▸ **The problem**:
Extract the lines up to and including the one that contains "2px #b4a8bb) drop-shadow(0", starting with the first line of the entries below, and omit the pictures.
• • • •
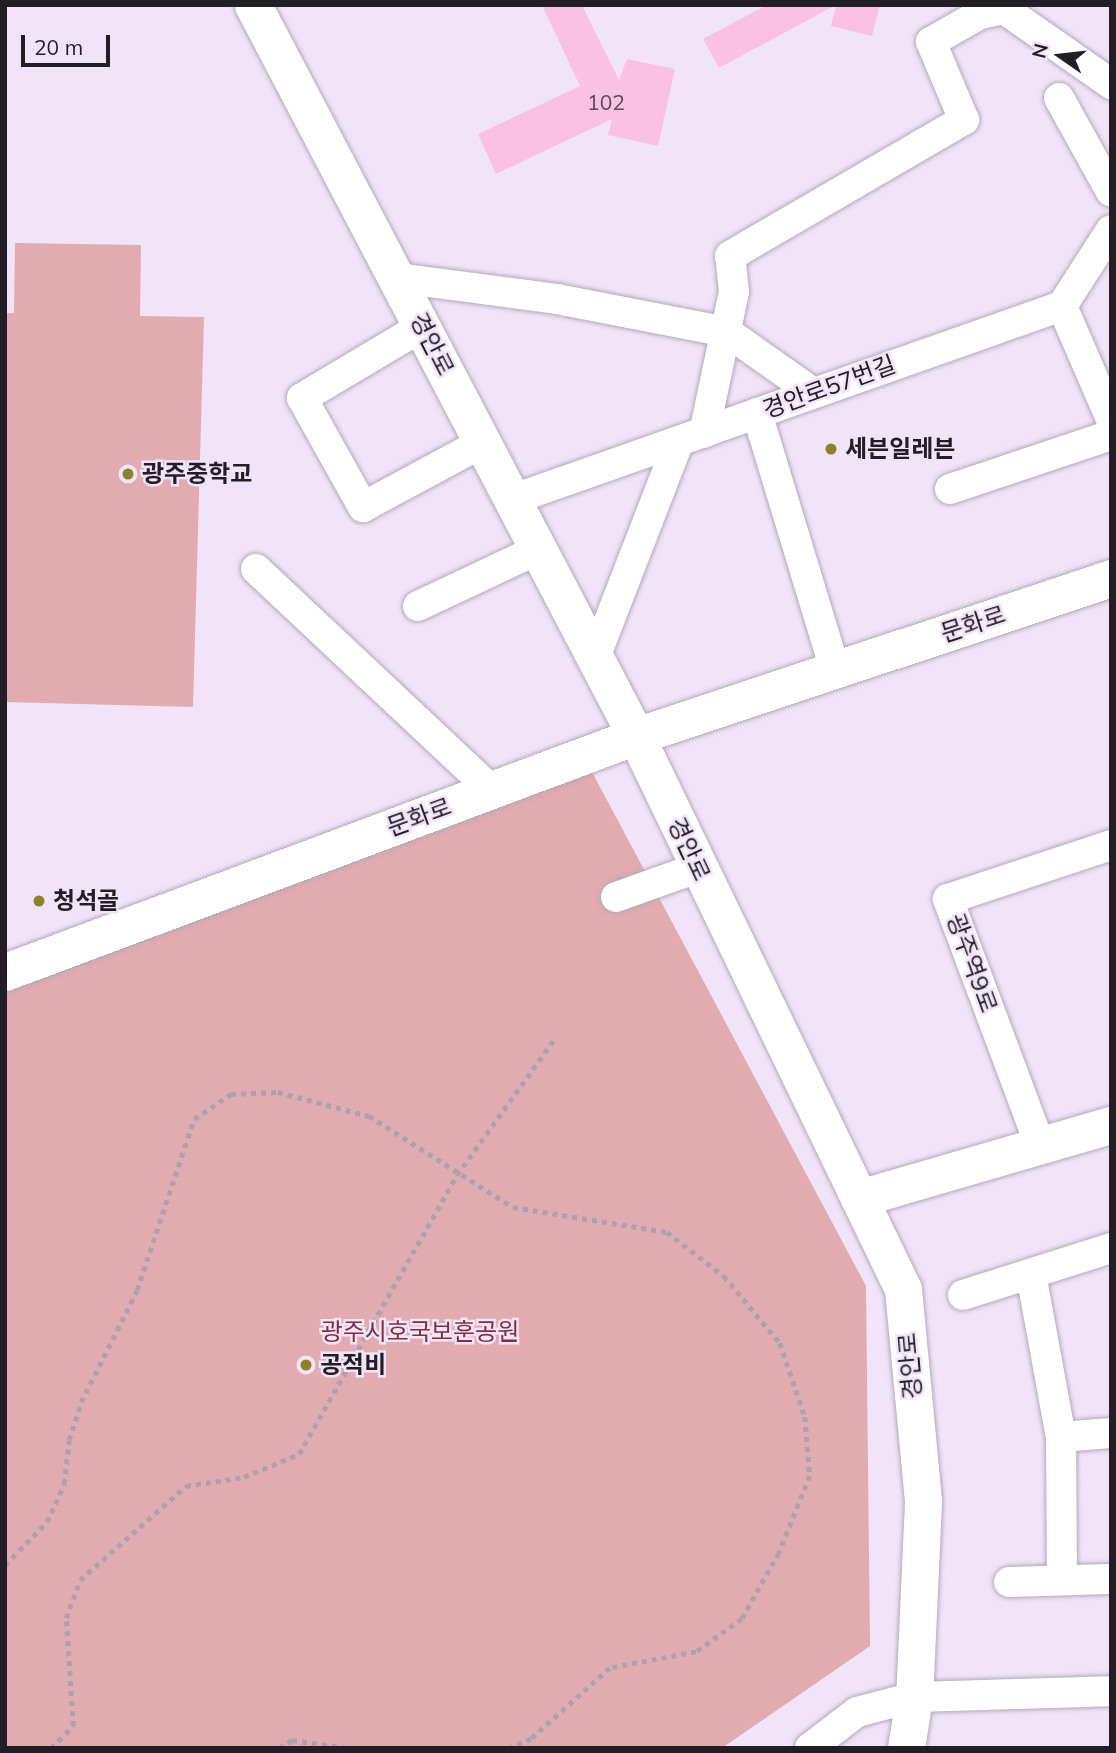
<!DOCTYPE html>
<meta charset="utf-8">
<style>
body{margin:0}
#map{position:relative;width:1116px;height:1753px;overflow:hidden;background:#f1e4f8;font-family:Mulish,"Noto Sans KR",sans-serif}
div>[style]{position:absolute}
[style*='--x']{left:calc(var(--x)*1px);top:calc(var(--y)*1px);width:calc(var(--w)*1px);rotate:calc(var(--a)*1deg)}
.green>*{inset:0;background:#e1abaf}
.building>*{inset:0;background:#fbc1e3}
.path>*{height:4.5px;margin-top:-2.25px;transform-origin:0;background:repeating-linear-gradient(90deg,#aba1b1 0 5px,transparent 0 10px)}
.roads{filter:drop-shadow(0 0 2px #b4a8bb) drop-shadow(0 0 2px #b4a8bb)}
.minor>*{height:30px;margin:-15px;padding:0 15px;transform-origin:15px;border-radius:15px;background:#fff}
.tertiary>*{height:37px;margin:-18.5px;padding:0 18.5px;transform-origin:18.5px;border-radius:18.5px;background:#fff}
.dots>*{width:19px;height:19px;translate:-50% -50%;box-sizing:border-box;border:4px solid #f1e4f8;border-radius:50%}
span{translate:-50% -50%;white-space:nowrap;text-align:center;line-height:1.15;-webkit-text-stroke:5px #f1e4f8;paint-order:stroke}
.number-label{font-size:21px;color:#594754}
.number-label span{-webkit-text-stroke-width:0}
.street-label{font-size:24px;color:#231e25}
.poi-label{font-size:24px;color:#231e25;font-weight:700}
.left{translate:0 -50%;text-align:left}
.park-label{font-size:24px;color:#7d2f3b}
.frame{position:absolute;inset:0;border:7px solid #231e25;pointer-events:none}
.north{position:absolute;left:1025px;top:21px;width:70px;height:70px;-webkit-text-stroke:5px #f1e4f8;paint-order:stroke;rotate:284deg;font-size:19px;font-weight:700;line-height:28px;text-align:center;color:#231e25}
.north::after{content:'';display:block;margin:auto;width:24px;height:32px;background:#231e25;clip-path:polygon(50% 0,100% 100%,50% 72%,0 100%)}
.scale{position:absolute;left:21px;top:35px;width:89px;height:32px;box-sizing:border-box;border:4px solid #231e25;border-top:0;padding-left:9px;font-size:21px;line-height:24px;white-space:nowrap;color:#231e25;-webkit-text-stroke:5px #f1e4f8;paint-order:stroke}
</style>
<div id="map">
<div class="green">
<i style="clip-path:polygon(15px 243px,141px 245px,140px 316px,204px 317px,193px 707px,5px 702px,5px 313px,14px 313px)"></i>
<i style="clip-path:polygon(584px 757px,866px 1286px,870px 1646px,722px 1748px,5px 1748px,5px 984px)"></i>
</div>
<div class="building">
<i style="clip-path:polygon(542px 5px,582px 5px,619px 80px,627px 59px,675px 69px,658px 146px,608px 135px,612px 119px,496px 174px,478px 134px,580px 86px)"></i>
<i style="clip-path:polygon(767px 5px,836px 5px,719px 68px,703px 39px)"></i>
<i style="clip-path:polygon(836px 5px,880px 5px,872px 36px,831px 26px)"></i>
</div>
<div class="path">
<i style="--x:5;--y:1565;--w:60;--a:-45.7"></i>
<i style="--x:47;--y:1522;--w:42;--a:-65.9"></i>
<i style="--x:64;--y:1484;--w:44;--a:-83.5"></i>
<i style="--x:69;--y:1440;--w:40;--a:-72"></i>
<i style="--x:81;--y:1402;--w:125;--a:-63.4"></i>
<i style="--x:137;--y:1290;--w:180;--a:-71.6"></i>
<i style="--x:194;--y:1119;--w:45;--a:-34"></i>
<i style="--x:231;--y:1094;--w:47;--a:-2.4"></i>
<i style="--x:278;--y:1092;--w:94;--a:14.8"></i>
<i style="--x:369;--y:1116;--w:170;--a:32.3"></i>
<i style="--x:513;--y:1207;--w:156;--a:9.2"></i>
<i style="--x:667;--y:1232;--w:72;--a:37.7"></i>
<i style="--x:724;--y:1276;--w:87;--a:50.1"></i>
<i style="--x:780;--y:1343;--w:78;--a:71.3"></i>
<i style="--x:805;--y:1417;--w:59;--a:85.2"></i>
<i style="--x:810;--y:1476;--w:83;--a:111.9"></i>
<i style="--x:779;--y:1553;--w:76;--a:119.3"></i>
<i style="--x:742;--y:1619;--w:57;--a:144.3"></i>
<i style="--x:696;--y:1652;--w:87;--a:169.5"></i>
<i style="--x:610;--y:1668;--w:106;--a:138.1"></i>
<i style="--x:531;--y:1739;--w:23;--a:157"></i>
<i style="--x:51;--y:1748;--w:31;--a:-45"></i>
<i style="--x:73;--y:1726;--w:108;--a:-93.7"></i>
<i style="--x:66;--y:1618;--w:40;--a:-69.8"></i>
<i style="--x:80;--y:1580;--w:142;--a:-41.6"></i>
<i style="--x:186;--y:1486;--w:59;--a:-8.8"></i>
<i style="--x:244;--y:1477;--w:60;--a:-22.7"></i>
<i style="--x:299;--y:1454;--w:321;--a:-60.5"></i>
<i style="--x:457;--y:1175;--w:165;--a:-54.4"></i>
<i style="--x:279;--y:1748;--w:15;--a:-32"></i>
<i style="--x:292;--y:1740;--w:56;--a:8.3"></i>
</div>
<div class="roads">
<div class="minor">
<i style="--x:1059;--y:98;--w:107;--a:61"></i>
<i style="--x:398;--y:278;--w:160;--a:7.5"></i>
<i style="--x:557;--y:299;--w:173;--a:11"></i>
<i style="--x:727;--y:332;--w:104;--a:35.2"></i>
<i style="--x:1062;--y:306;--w:123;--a:66.6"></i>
<i style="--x:423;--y:326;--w:141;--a:149.2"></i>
<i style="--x:302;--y:398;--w:125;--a:60.8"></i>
<i style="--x:363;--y:507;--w:135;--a:-28.3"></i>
<i style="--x:757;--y:413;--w:268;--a:73.1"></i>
<i style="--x:704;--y:433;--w:144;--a:-78"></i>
<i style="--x:734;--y:292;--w:36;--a:-96"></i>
<i style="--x:730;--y:256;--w:271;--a:-30.2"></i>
<i style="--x:964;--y:120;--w:85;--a:-112.9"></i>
<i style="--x:931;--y:42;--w:56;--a:-29.7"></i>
<i style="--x:980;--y:14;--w:25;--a:-12"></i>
<i style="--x:1004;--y:9;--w:131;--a:35"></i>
<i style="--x:950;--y:489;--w:170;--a:-18.5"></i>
<i style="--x:511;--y:500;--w:584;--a:-19.4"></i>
<i style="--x:1062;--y:306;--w:90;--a:-57.2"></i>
<i style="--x:256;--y:569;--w:323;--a:43.2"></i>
<i style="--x:418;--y:606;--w:132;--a:-25.2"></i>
<i style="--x:594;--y:660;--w:235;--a:-68.8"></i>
<i style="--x:616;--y:897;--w:86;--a:-19.7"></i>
<i style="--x:1041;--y:1148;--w:266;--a:-110.5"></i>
<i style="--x:948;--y:899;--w:172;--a:-18.3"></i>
<i style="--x:1031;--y:1274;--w:166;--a:79.6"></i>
<i style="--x:1061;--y:1437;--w:143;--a:89.6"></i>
<i style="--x:963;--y:1295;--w:155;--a:-17.6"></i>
<i style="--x:1061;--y:1437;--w:50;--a:-4.6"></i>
<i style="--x:1009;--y:1582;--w:102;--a:-1.7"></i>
<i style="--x:810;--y:1748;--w:59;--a:-37.5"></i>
<i style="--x:857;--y:1712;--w:59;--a:-14.7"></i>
<i style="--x:914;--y:1697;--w:197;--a:-1.7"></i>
</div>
<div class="tertiary">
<i style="--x:253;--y:5;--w:825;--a:62.35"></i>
<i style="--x:636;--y:736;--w:614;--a:64.23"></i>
<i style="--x:903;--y:1289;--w:214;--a:84.6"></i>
<i style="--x:923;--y:1502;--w:195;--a:92.6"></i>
<i style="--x:914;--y:1697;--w:52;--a:98.9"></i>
<i style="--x:5;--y:972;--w:674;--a:-20.51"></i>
<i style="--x:636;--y:736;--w:501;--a:-18.4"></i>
<i style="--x:859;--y:1198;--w:262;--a:-16.2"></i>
</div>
</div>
<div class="dots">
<i style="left:831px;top:449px;background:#8c822a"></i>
<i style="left:128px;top:474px;background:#8c822a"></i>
<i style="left:39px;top:901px;background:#8c822a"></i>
<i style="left:306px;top:1365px;background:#8c822a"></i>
</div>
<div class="number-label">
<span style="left:606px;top:102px">102</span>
</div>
<div class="street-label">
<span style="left:432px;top:344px;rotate:63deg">경안로</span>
<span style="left:829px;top:387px;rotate:-20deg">경안로57번길</span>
<span style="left:973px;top:624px;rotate:-18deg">문화로</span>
<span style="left:419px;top:817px;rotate:-20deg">문화로</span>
<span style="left:689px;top:849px;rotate:65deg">경안로</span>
<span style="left:972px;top:963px;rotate:70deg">광주역9로</span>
<span style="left:910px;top:1366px;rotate:-95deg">경안로</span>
</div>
<div class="poi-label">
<span class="left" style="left:845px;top:449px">세븐일레븐</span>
<span class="left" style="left:142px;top:474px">광주중학교</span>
<span class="left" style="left:53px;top:901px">청석골</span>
<span class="left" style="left:320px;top:1365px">공적비</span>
</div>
<div class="park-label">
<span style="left:420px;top:1332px">광주시호국보훈공원</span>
</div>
<div class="frame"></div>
<div class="north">N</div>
<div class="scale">20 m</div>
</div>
• • • •
▸ **Result**:
<!DOCTYPE html>
<meta charset="utf-8">
<style>
body{margin:0}
#map{position:relative;width:1116px;height:1753px;overflow:hidden;background:#f1e4f8;font-family:Mulish,"Noto Sans KR",sans-serif}
div>[style]{position:absolute}
[style*='--x']{left:calc(var(--x)*1px);top:calc(var(--y)*1px);width:calc(var(--w)*1px);rotate:calc(var(--a)*1deg)}
.green>*{inset:0;background:#e1abaf}
.building>*{inset:0;background:#fbc1e3}
.path>*{height:4.5px;margin-top:-2.25px;transform-origin:0;background:repeating-linear-gradient(90deg,#aba1b1 0 5px,transparent 0 10px)}
.roads{filter:drop-shadow(0 0 2px #b4a8bb) drop-shadow(0 0 2px #b4a8bb)}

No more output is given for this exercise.